● PROBLEM DETAILS
Using the listing below, show all lines that hold the word "Черноголовская".

● DATA PROVIDED
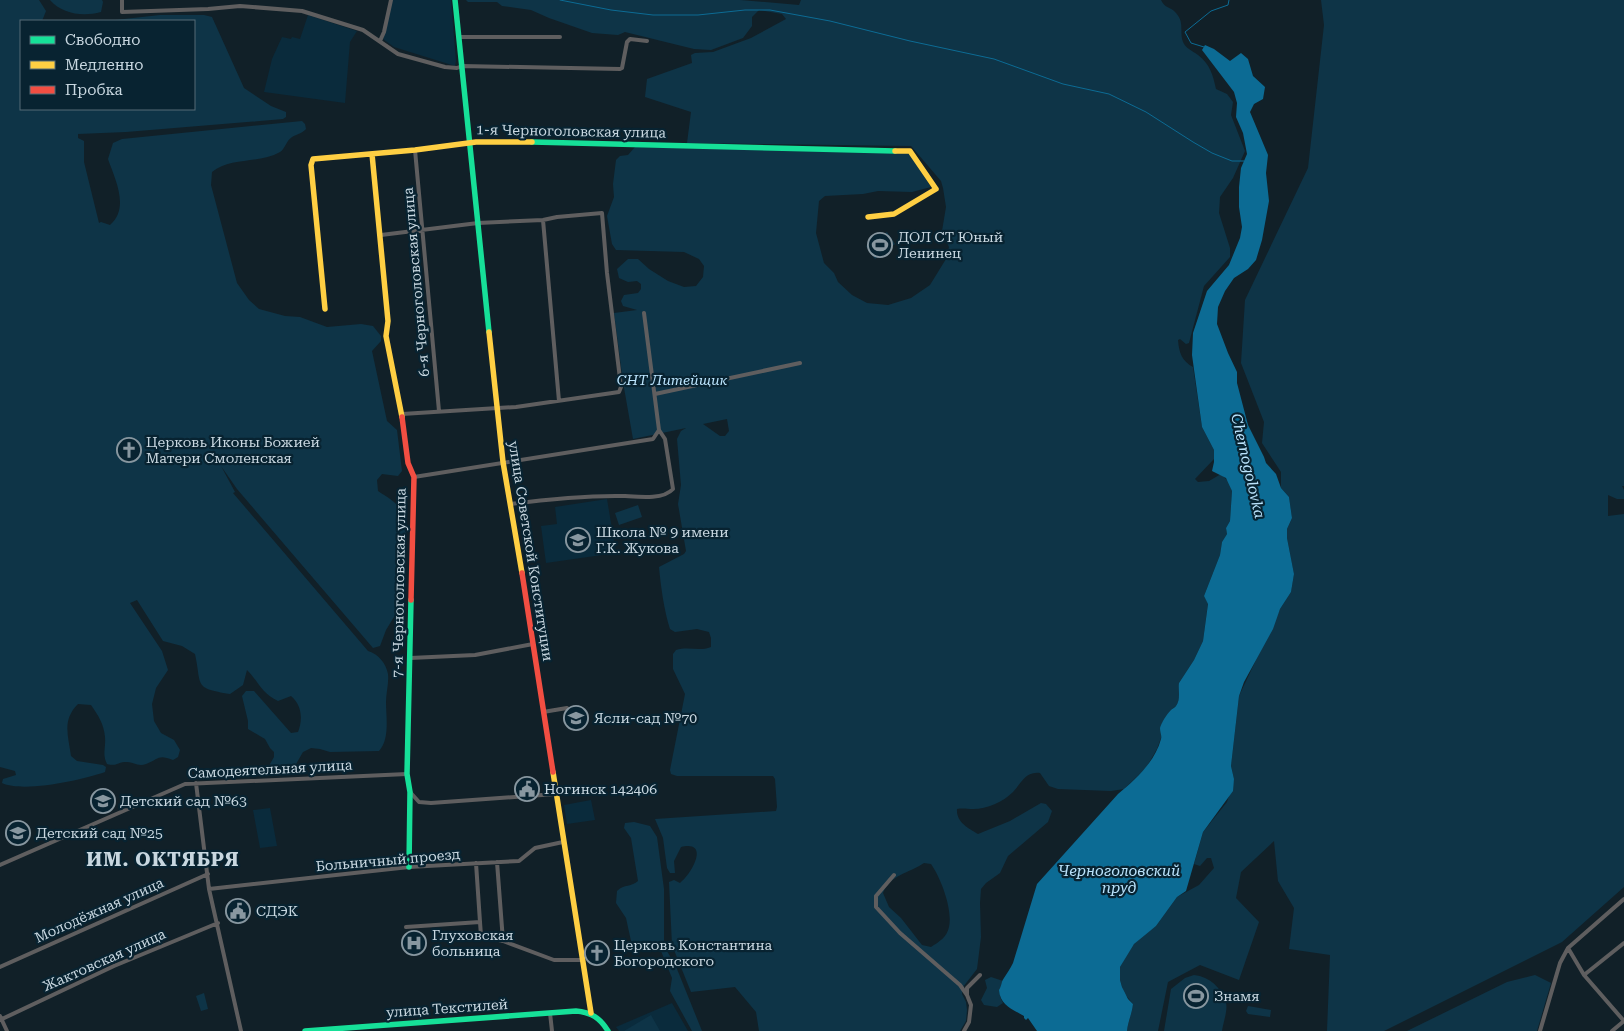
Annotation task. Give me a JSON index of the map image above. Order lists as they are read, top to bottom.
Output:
{
  "streets": {
    "street": [
      "1-я Черноголовская улица",
      "6-я Черноголовская улица",
      "улица Советской Конституции",
      "7-я Черноголовская улица",
      "Самодеятельная улица",
      "Больничный проезд",
      "Молодёжная улица",
      "Жактовская улица",
      "улица Текстилей"
    ]
  },
  "crossings": [
    ["1-я Черноголовская улица", "6-я Черноголовская улица"],
    ["1-я Черноголовская улица", "улица Советской Конституции"],
    ["1-я Черноголовская улица", "7-я Черноголовская улица"],
    ["улица Советской Конституции", "Больничный проезд"],
    ["улица Советской Конституции", "улица Текстилей"],
    ["7-я Черноголовская улица", "Самодеятельная улица"],
    ["7-я Черноголовская улица", "Больничный проезд"]
  ],
  "districts": ["ИМ. ОКТЯБРЯ"],
  "water": ["Chernogolovka", "Черноголовский пруд"],
  "parks": ["СНТ Литейщик"],
  "places": {
    "sports": ["ДОЛ СТ Юный Ленинец", "Знамя"],
    "church": ["Церковь Иконы Божией Матери Смоленская", "Церковь Константина Богородского"],
    "school or university": [
      "Школа № 9 имени Г.К. Жукова",
      "Ясли-сад №70",
      "Детский сад №63",
      "Детский сад №25"
    ],
    "public building": ["Ногинск 142406", "СДЭК"],
    "hospital": ["Глуховская больница"]
  },
  "legend": ["Свободно", "Медленно", "Пробка"]
}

● RESULT
      "1-я Черноголовская улица",
      "6-я Черноголовская улица",
      "7-я Черноголовская улица",
    ["1-я Черноголовская улица", "6-я Черноголовская улица"],
    ["1-я Черноголовская улица", "улица Советской Конституции"],
    ["1-я Черноголовская улица", "7-я Черноголовская улица"],
    ["7-я Черноголовская улица", "Самодеятельная улица"],
    ["7-я Черноголовская улица", "Больничный проезд"]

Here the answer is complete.